Kawal Kasus Sengketa Tanah, Gubernur Sulsel Gandeng Kejaksaan-BPN

oleh

WartaTani.co – Gubernur Sulawesi Selatan (Sulsel) Nurdin Abdullah menggandeng Kejaksaan Tinggi Sulsel dan Badan Pertanahan Nasional (BPN) untuk ikut mengawal berbagai sengketa pertanahan yang menghambat pembangunan dan proyek strategis nasional. Nurdin menilai masalah pertanahan kerap menjadi penghambat pembangunan.

Kerjasama ditandai dengan penandatanganan MoU antara Kejati Sulsel dengan BPN Sulsel, serta MoU antara Kejari dan BPN di kabupaten-kota se-Sulsel. MoU dilakukan di Baruga Karaeng Pattingalloang, Rujab Gubernur Sulsel, Jalan Jenderal Sudirman, Makassar,  sebagaimana dilansir detik.com, Minggu (9/2)

“Ini penting sekali, terutama bagaimana sinergi BPN dan kejaksaan, jajaran kejaksaan.

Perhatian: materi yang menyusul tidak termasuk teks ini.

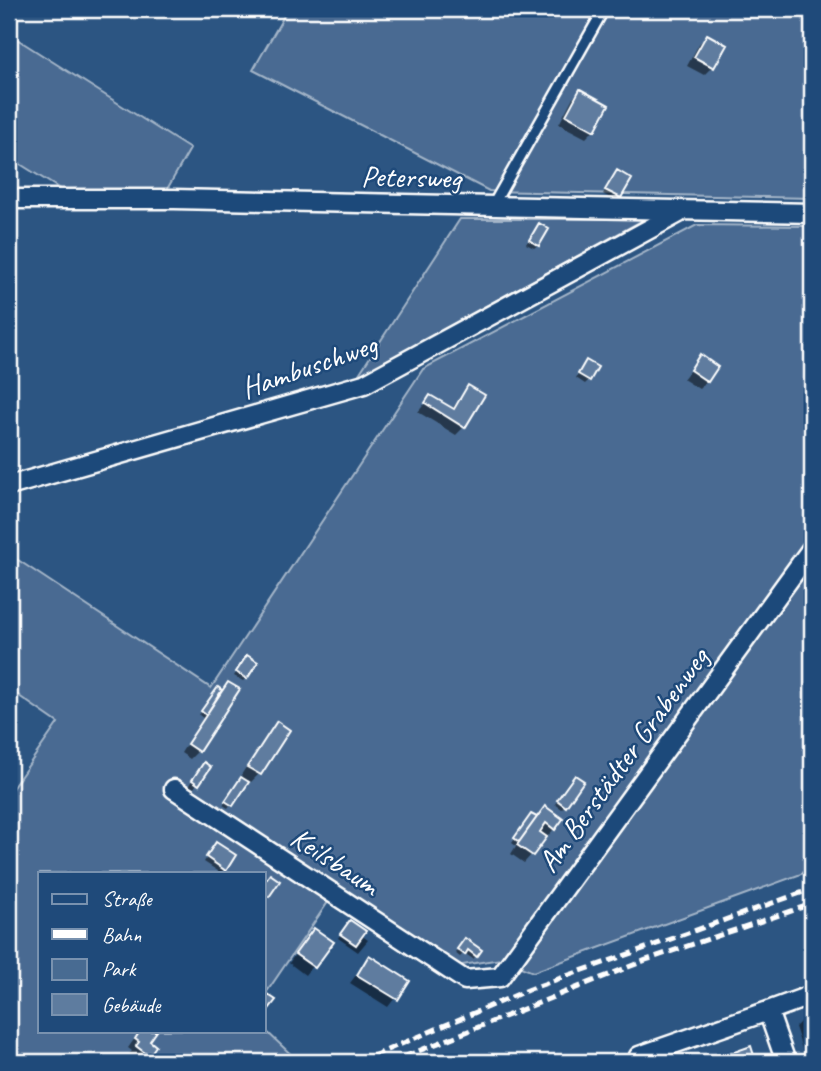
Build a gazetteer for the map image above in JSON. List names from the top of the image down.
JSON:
{
  "streets": {
    "street": [
      "Petersweg",
      "Hambuschweg",
      "Am Berstädter Grabenweg",
      "Keilsbaum"
    ]
  },
  "crossings": [
    ["Petersweg", "Hambuschweg"],
    ["Am Berstädter Grabenweg", "Keilsbaum"]
  ],
  "legend": [
    "Straße",
    "Bahn",
    "Park",
    "Gebäude"
  ]
}
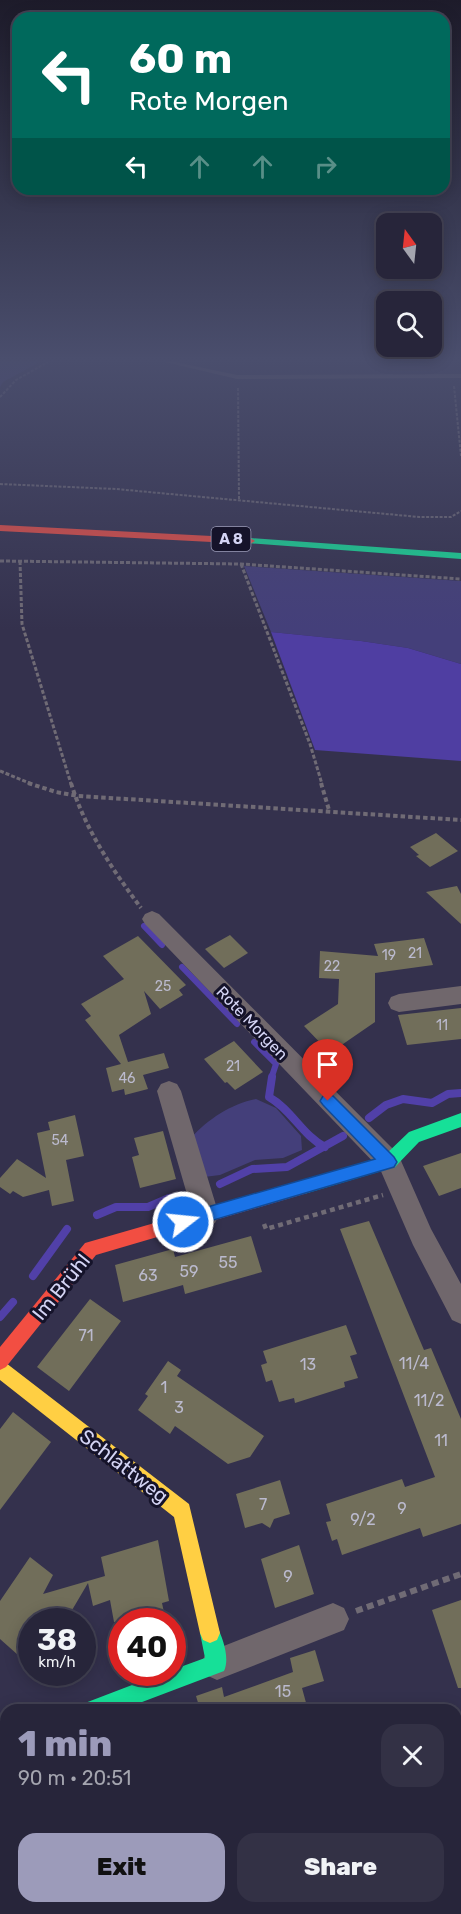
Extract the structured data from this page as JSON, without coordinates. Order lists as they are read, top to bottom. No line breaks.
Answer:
{"streets":{"main road":["A 8","Im Brühl","Schlattweg"],"street":["Rote Morgen"]},"crossings":[["Rote Morgen","Im Brühl"]],"house_numbers":["21","19","22","25","11","21","46","54","55","59","63","71","11/4","13","1","11/2","3","11","7","9","9/2","9","15"],"north":"top","page":{"turn":["60 m","Rote Morgen"],"speed":"38 km/h","limit":"40","heading":["1 min","90 m · 20:51"],"buttons":["Exit","Share"]}}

Masalah tanah selalu menjadi masalah klasik di dalam proses pembangunan. Saya kira dengan MoU ini, ini akan mempercepat langkah kita lagi tetutama dalam rangka mendorong percepatan pembangunan di Sulawesi Selatan,” kata Nurdin dalam sambutannya.

Nurdin mengatakan, MoU antara Kejati dan BPN ini dilakukan dengan belajar dari kolaborasi antara Pemprov Sulsel dengan Kejati Sulsel dan KPK. Di 2019, kolaborasi Pemprov Sulsel dengan Kejati dan KPK telah menyelematkan aset senilai Rp 7,1 triliun.

“Ini beberapa proyek-proyek strategis nasional kita, itu bisa kita selesaikan dengan cepat, itu karena kolaborasi kita. Ke depan dengan MoU ini akan lebih memudahkan langkah kita lagi,” kata Nurdin.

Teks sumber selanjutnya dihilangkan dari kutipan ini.